• **Exercise requirements**: Restate the following data in its entirety, word for word and without images.

--- Supplied material ---

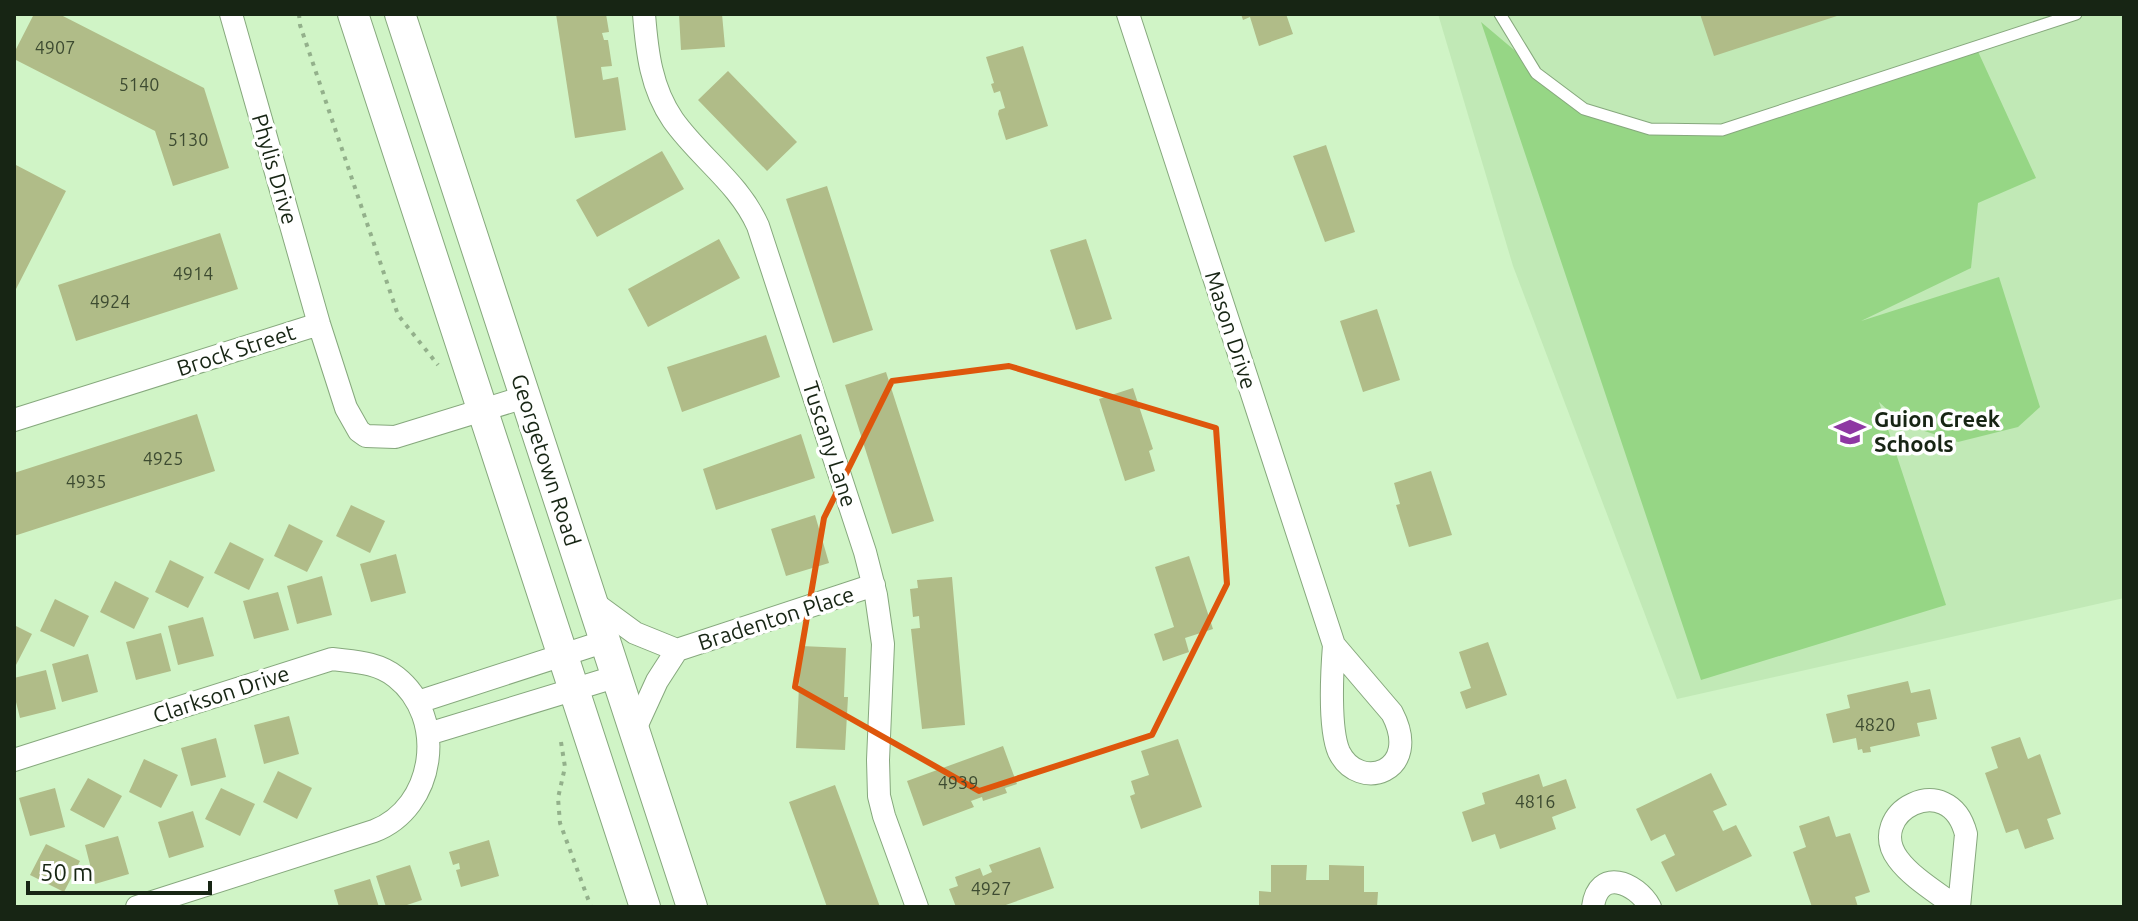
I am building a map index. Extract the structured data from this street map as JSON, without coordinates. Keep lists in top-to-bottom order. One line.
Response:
{"streets":{"main road":["Georgetown Road"],"street":["Phylis Drive","Mason Drive","Brock Street","Tuscany Lane","Bradenton Place","Clarkson Drive"]},"crossings":[["Phylis Drive","Brock Street"],["Brock Street","Georgetown Road"],["Tuscany Lane","Bradenton Place"]],"places":{"school or university":["Guion Creek Schools"]},"house_numbers":["4907","5140","5130","4914","4924","4925","4935","4820","4939","4816","4927"],"scale_bar":"50 m"}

---

• **Output for this task**:
I am building a map index. Extract the structured data from this street map as JSON, without coordinates. Keep lists in top-to-bottom order. One line.
Response:
{"streets":{"main road":["Georgetown Road"],"street":["Phylis Drive","Mason Drive","Brock Street","Tuscany Lane","Bradenton Place","Clarkson Drive"]},"crossings":[["Phylis Drive","Brock Street"],["Brock Street","Georgetown Road"],["Tuscany Lane","Bradenton Place"]],"places":{"school or university":["Guion Creek Schools"]},"house_numbers":["4907","5140","5130","4914","4924","4925","4935","4820","4939","4816","4927"],"scale_bar":"50 m"}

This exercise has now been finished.